Gilroy high schoolers are getting a big dose of help to make their college and career dreams come true—and for some, to start thinking about college at all.
Thanks to a nearly $300,000 grant from the California Department of Education, school officials have begun work on a plan designed to increase the number of students that go to college, in particular disadvantaged students.
Around 1,985 students are specifically targeted for help. That’s slightly more than half of the 3,826 students in grades 9-12 in the Gilroy Unified School District’s regular high school classes. But they are not the only ones who will benefit.
The grant-funded program, “will absolutely [help] our targeted students and give them more resources, but in addition it will help every other [high school] student in Gilroy,” said Deb Padilla, GUSD’s director of educational services, who leads the effort.
“She has extensive background and knowledge in this area,” according to schools superintendent Debbie Flores.
Before taking on her role in Gilroy last year, she served as principal of San Benito High School and for eight years held that position at Sobrato High School in Morgan Hill.
The undertaking that Padilla and her colleagues are embarking on is called the College Readiness Block Grant program.
It was created in the 2015-16 state budget as part of the transition to increased local control of school funding.
The approach has seen the removal of “earmarked” education funds from the budget process and the awarding of grants to local school districts, according to Padilla.
The department of education released the college readiness grant of $296,848 to GUSD in early October. It is one of three grants GUSD has received under the new system totalling more than $1.6 million.
Another is the Educator Effectiveness grant—$845,000 over three years to improve teacher classroom effectiveness and geared mostly to early career and special education teachers.
The third is a Career Technical Education Incentive Grant of $500,000 over three years.
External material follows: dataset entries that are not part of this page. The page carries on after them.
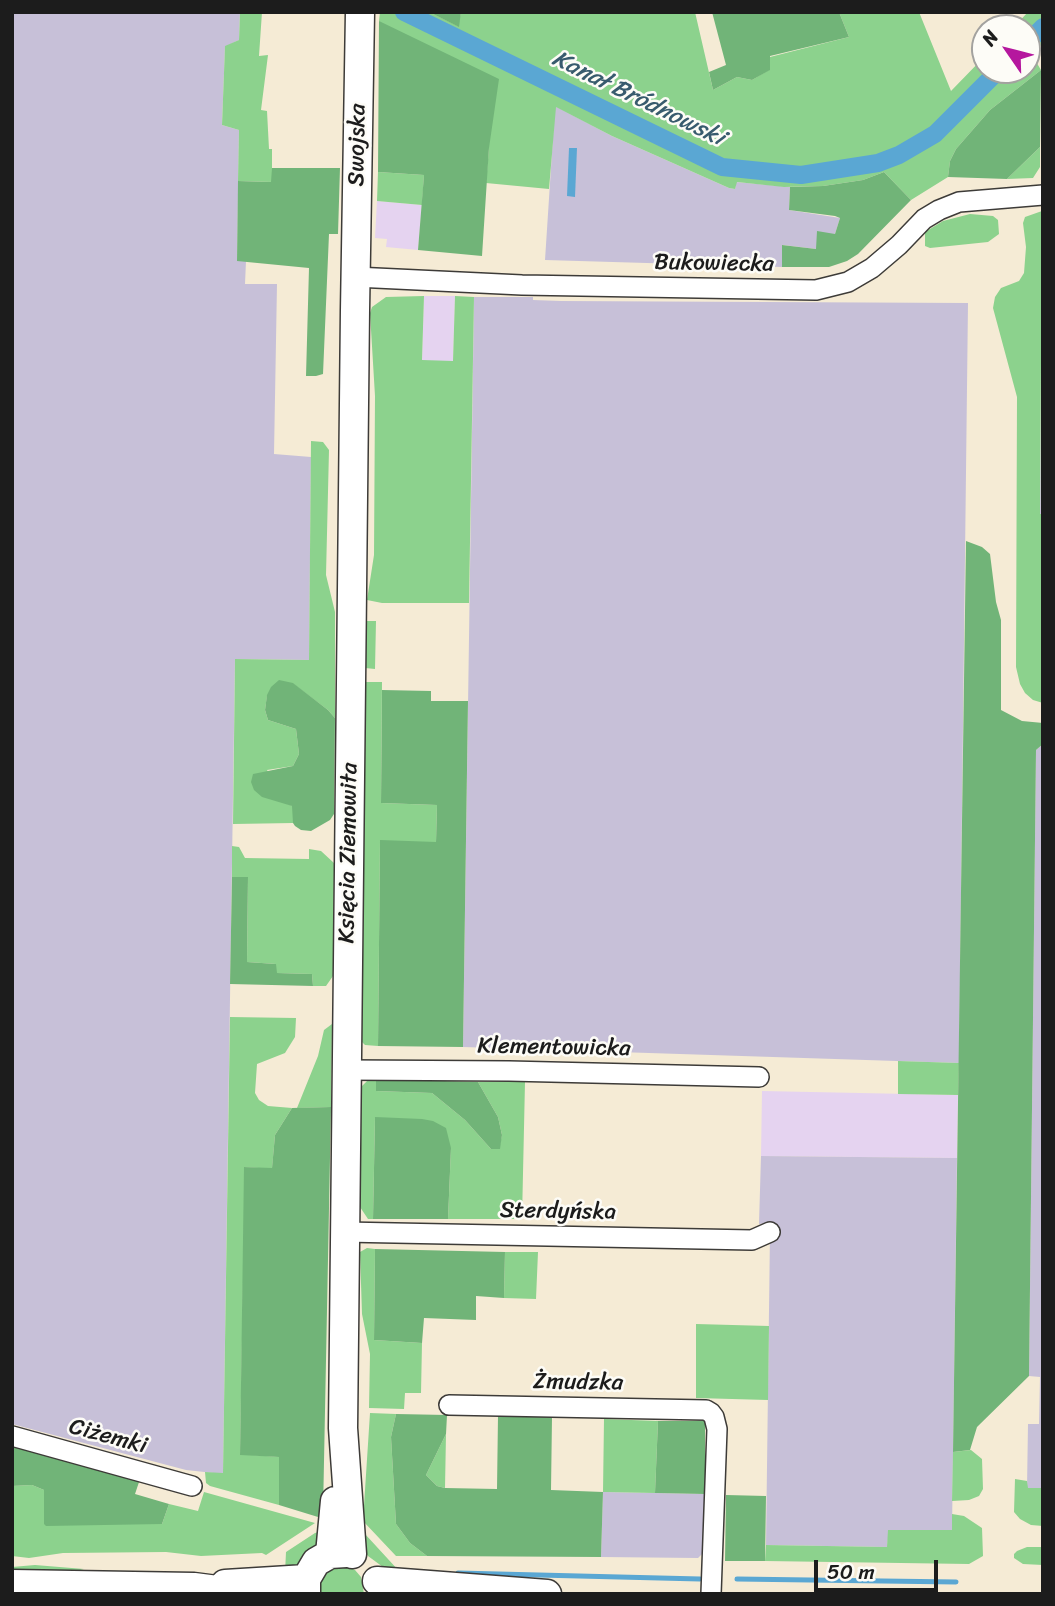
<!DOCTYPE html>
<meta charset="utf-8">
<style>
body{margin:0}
#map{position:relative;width:1055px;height:1606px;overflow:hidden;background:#f5ebd5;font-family:Sriracha,sans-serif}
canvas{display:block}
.frame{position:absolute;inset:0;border:14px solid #1c1c1c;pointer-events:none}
.north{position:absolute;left:971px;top:14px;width:70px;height:70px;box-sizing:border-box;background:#fdfcf7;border:2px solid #a3a29f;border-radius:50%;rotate:305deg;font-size:19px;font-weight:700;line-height:28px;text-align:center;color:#1c1c1c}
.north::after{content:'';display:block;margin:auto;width:24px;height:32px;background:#b5179e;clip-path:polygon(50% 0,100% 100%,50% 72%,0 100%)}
.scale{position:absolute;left:814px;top:1560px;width:124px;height:32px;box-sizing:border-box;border:4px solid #1c1c1c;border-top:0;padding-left:9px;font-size:21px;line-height:24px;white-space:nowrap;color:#1c1c1c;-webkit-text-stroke:5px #fdfcf7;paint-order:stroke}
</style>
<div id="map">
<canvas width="1055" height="1606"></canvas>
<div class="frame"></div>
<div class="north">N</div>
<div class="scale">50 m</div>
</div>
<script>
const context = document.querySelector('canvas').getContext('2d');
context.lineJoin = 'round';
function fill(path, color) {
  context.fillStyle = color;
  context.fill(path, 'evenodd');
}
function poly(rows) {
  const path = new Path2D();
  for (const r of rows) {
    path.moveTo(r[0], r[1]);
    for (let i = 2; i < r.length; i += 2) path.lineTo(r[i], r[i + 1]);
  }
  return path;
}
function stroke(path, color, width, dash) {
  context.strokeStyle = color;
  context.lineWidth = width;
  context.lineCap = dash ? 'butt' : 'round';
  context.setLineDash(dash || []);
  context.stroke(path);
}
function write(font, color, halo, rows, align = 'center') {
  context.font = font + ' Sriracha,sans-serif';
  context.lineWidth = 5;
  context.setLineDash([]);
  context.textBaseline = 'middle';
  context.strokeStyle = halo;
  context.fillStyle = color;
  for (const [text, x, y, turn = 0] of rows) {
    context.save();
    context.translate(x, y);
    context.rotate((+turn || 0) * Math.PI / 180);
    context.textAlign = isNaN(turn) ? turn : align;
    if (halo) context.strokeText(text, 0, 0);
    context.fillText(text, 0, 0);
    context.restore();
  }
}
fill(poly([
 [377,201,422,205,418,250,386,247,387,239,375,238],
 [424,296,455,296,453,361,422,361],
 [762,1091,958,1095,957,1158,761,1156]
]), '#e5d3f0');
fill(poly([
 [12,12,240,12,239,40,225,47,222,125,239,130,237,261,246,261,245,284,277,284,274,454,311,457,309,660,235,659,223,1474,186,1470,12,1424],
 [555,106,612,136,729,188,735,189,736,182,790,187,789,210,840,218,835,234,816,249,783,245,782,267,545,260],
 [1042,211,1043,211,1043,514,1040,514],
 [474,297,533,297,533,300,561,301,968,303,959,1063,463,1047],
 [1043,744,1043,1488,1027,1488,1028,1424,1039,1424,1040,1377,1029,1376,1036,750],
 [761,1156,957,1158,952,1530,889,1530,887,1547,766,1545,770,1232,769,1223,759,1224],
 [603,1492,705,1494,704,1552,698,1558,601,1557]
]), '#c7c0d8');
fill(poly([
 [240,12,262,12,259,56,268,55,261,110,267,111,269,149,272,149,272,182,238,181,239,130,222,125,225,46,239,40],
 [380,12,429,12,458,26,461,12,695,12,713,90,737,77,752,80,769,70,770,57,849,37,839,12,919,12,951,91,985,56,985,70,1027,70,1027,28,1013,28,1028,12,1043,12,1043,43,1032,55,1041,70,990,110,956,149,950,161,948,177,911,200,884,172,863,180,823,186,784,187,737,182,735,189,729,188,612,136,556,107,549,189,486,183,489,148,379,21],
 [1040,147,1040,167,1033,178,1007,179],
 [378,172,424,175,422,205,377,201],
 [1042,211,1040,514,1043,514,1043,703,1033,700,1025,693,1020,684,1016,667,1017,397,993,308,995,297,1001,288,1019,281,1024,273,1026,247,1023,223,1025,217],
 [970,214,993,216,998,220,999,234,988,242,930,248,925,246,925,232,943,221],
 [424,296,422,360,453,361,455,296,474,297,469,603,382,603,367,600,374,555,375,396,370,313,372,307,386,297],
 [311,441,323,442,329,450,326,575,335,612,335,718,328,710,292,683,267,696,265,710,268,720,296,729,299,754,293,766,267,770,285,803,293,806,293,823,233,824,235,659,309,660],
 [366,621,376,621,375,669,365,668],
 [365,682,382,682,381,803,437,805,436,843,380,841,378,1046,365,1045,361,1041],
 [232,846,239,847,245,858,309,859,309,849,321,851,334,863,333,976,326,986,313,986,312,974,276,973,276,964,247,962,248,877,232,877],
 [230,1017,296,1018,295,1037,285,1053,257,1064,255,1093,259,1100,268,1106,292,1108,275,1135,272,1169,245,1167,240,1454,279,1457,279,1505,210,1486,206,1483,205,1472,223,1473],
 [332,1024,331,1107,297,1108,318,1056,324,1030],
 [898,1061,959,1063,958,1095,898,1094],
 [369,1079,376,1079,376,1091,432,1093,465,1120,491,1149,499,1149,502,1135,498,1117,478,1082,525,1082,522,1219,448,1219,451,1148,375,1117,373,1219,368,1219,360,1207,360,1088],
 [367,1248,375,1249,374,1340,422,1343,421,1393,405,1393,404,1409,369,1408,370,1354,362,1314,360,1252],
 [505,1252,538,1252,536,1299,504,1298],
 [696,1324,769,1326,768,1400,696,1398],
 [370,1413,396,1414,391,1437,396,1524,410,1543,427,1556,396,1556,363,1521],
 [604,1419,658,1421,655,1493,603,1492],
 [446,1434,445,1488,437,1486,426,1475],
 [971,1450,982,1459,983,1489,979,1496,969,1500,952,1501,953,1452],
 [1015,1479,1027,1481,1028,1488,1043,1488,1043,1526,1031,1525,1020,1519,1014,1512],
 [32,1485,44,1490,44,1524,162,1524,169,1504,198,1511,204,1492,315,1523,266,1555,262,1553,201,1556,166,1552,63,1553,29,1558,12,1556,12,1486],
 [952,1514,964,1516,982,1528,983,1556,969,1564,765,1561,766,1545,887,1547,888,1530,952,1530],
 [326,1530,313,1557,285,1573,286,1552,315,1533],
 [358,1531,365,1534,399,1571,387,1570,368,1556,360,1546],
 [1027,1547,1043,1547,1043,1565,1023,1564,1014,1558,1014,1554,1017,1551],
 [35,1565,84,1569,69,1573,15,1572,15,1570,12,1569,12,1567],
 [336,1566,346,1566,355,1570,361,1577,364,1594,317,1594,317,1585,328,1570]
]), '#8cd28d');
fill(poly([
 [429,12,461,12,459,27],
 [712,12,839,12,849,37,770,56,770,70,752,80,737,77,713,90,709,72,726,65],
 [379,21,499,79,489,148,482,256,418,250,424,175,378,172],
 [1041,70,1040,147,1007,179,948,177,950,161,956,149,990,110],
 [272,168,340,168,338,234,329,234,323,374,316,376,306,376,309,268,237,261,238,181,271,182],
 [884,172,911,200,858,254,847,261,829,267,782,267,782,245,816,249,817,231,835,234,840,218,835,216,789,210,790,187,823,186,863,180],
 [966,541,982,547,990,554,996,602,1001,620,1001,710,1022,721,1043,723,1043,744,1036,750,1029,1376,977,1427,970,1450,953,1452],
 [279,680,293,683,328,710,335,718,334,814,330,820,311,831,301,830,295,826,293,823,292,806,262,797,254,790,251,782,253,774,293,766,299,754,296,729,268,720,265,710,267,695,271,687],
 [382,690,431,691,431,701,468,701,463,1047,378,1046,380,840,436,842,437,805,381,803],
 [232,877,248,877,247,962,276,964,277,973,312,974,313,986,230,984],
 [376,1079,478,1082,498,1117,502,1135,500,1149,491,1149,465,1120,432,1093,376,1091],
 [331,1107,323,1512,318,1517,279,1505,279,1457,240,1455,244,1167,272,1168,275,1135,292,1108],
 [375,1117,422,1119,433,1121,446,1128,451,1148,448,1219,373,1219],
 [375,1249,505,1252,504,1298,476,1296,476,1320,424,1318,422,1343,374,1340],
 [396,1414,447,1415,446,1434,426,1475,437,1486,445,1488,497,1489,498,1416,552,1417,551,1490,603,1492,601,1557,427,1556,410,1543,396,1524,391,1437],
 [658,1421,705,1421,705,1494,655,1493],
 [12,1444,140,1479,135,1494,169,1504,162,1524,46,1526,44,1524,44,1490,32,1485,12,1486],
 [726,1495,766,1496,765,1561,725,1561]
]), '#71b478');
fill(poly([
 [569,148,577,148,575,197,567,196]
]), '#5aa7d3');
stroke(poly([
 [458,1573,700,1579],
 [737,1579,956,1582]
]), '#5aa7d3', 5);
stroke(poly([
 [404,12,722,167,801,175,878,163,899,155,935,134,999,70],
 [1027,43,1043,27]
]), '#5aa7d3', 18);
const street = poly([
 [355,277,522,285,816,290,848,282,872,268,899,245,924,219,939,210,959,202,1043,195],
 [347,1070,509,1071,759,1077],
 [344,1232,752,1240,770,1232],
 [449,1405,706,1410,711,1413,714,1417,717,1429,711,1594],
 [12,1436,192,1486]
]);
const secondary = poly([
 [330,1554,335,1501],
 [352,1554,343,1428,355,310,360,12],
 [377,1581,547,1594],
 [12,1584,194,1587,248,1594],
 [225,1584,306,1579],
 [306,1594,306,1579,316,1562,330,1554,346,1553]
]);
stroke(street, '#3d3b38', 22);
stroke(secondary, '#3d3b38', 31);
stroke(street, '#fff', 19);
stroke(secondary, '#fff', 28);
write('23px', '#1c1c1c', '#fdfcf7', [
 ["Swojska",358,145,-89],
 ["Bukowiecka",714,264,1],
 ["Księcia Ziemowita",349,853,-89],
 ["Klementowicka",554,1048,1],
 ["Sterdyńska",558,1212,1],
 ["Żmudzka",578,1383,1],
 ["Ciżemki",108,1437,15]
]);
write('italic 24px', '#385b6e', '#fdfcf7', [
 ["Kanał Bródnowski",638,99,26]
]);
</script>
It helps teachers and their students who plan to go right into careers after high school. The grant will fund professional development for teachers, career-related field trips for students and expensive equipment for career areas GUSD offers at the high school level, such as biomedical sciences, culinary arts and metal and woodworking.
As for the college readiness program, it’s designed to “better prepare low income, English learners and foster students for admission into a post-secondary institution, with the intent to increase the four-year college going rates of these students,” according to the district’s program description.
Under the terms of the grant, the district is to “develop a plan describing how funds will increase or improve services for … pupils to ensure college readiness and include information on how it aligns with the … local control and accountability plan,” according to the description.
GUSD also must tell the state by Jan. 1 how it will measure the fund’s impact on “access and matriculation to higher education.”
Development of measurement tools is underway locally and at the state level, according to Padilla.
The readiness program’s first professional development day is slated for Oct. 31 and follows extensive exchanges with teachers and counsellors regarding what should be included in the program, she said.
Some elements are known. They include staff professional development; more offerings and support for pupils in Advanced Placement courses; language-appropriate outreach to non-English-speaking families; free PSAT tests for students; training for academic coordinators in how to help special populations such as foster children; counselling on college admissions and financial aid; individual student plans; and collaborative partnerships with colleges.
The grant also will pay $100,000 for consultants to work closely with students and families and provide college workshops geared toward creating what GUSD calls a “college-going mindset.”
Families will get “direct help,” said Padilla, an important aspect particularly for those unfamiliar with the college-bound trajectory.
The ratio of students to counsellors is high in the district’s high schools, and it’s a challenge for students and families to get individualized advice, she said.
With the consultants, “We can do more one-on-one counselling,” Padilla said.
Among the special populations targeted by the grant program are English language learners, low-income families and foster children, all of whom can benefit from people who know the ins and outs of the college admissions path, according to Padilla.
“They need someone else who knows how to manipulate the system,” she said.
Unlike the other state grant programs, CTEIG and Educator Effectiveness, the college readiness funding is a one-time, one-year deal, but Padilla said the money will be stretched and that what the district learns will continue to inform its efforts to help students.
“We are planning to spread it over a couple of years,” Padilla said. “We do not know if will be renewable or not, so we are spreading it out a little so we can assist more students and build capacity within our own system so if the money is gone we will have the training and skills to continue.”